Installable Gated Models

KeemenaSubwords supports gated tokenizers (for example some LLaMA variants) through opt-in installation into your local cache.

What this does

install_model!(key; token=...):

  • downloads only tokenizer files from upstream with your credentials,
  • stores them under your cache (KEEMENA_SUBWORDS_CACHE_DIR override supported),
  • registers them locally so load_tokenizer(:key) works.

What this does not do

  • No gated tokenizer files are redistributed in this repository.
  • No gated files are published in Artifacts.toml.
  • No silent background downloads happen during load_tokenizer(:key).

Install flow

# LLaMA 2
install_model!(:llama2_tokenizer; token=ENV["HF_TOKEN"])

# LLaMA 3 8B
install_model!(:llama3_8b_tokenizer; token=ENV["HF_TOKEN"])

# then load by key
llama3 = load_tokenizer(:llama3_8b_tokenizer)
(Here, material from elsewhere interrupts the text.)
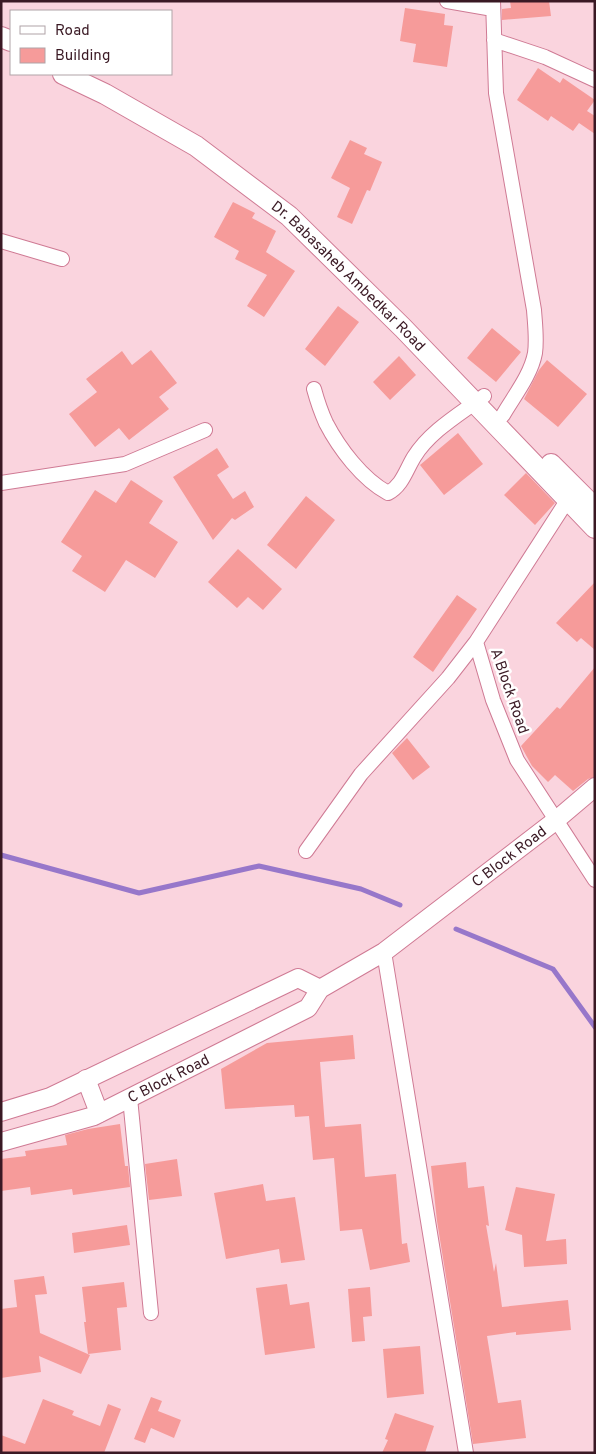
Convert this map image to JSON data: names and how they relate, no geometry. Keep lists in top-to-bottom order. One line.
{"streets":{"main road":["Dr. Babasaheb Ambedkar Road"],"street":["A Block Road","C Block Road"]},"crossings":[["Dr. Babasaheb Ambedkar Road","A Block Road"],["A Block Road","C Block Road"]],"legend":["Road","Building"]}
If you already downloaded tokenizer files elsewhere, you can skip install_model! and load/register directly:

llama2 = load_tokenizer("/path/to/tokenizer.model"; format=:sentencepiece_model)
llama3 = load_tokenizer("/path/to/tokenizer.model"; format=:tiktoken)

register_local_model!(:llama3_local, "/path/to/tokenizer.model"; format=:tiktoken)

Discover gated keys

available_models(distribution=:installable_gated)
describe_model(:llama3_8b_tokenizer)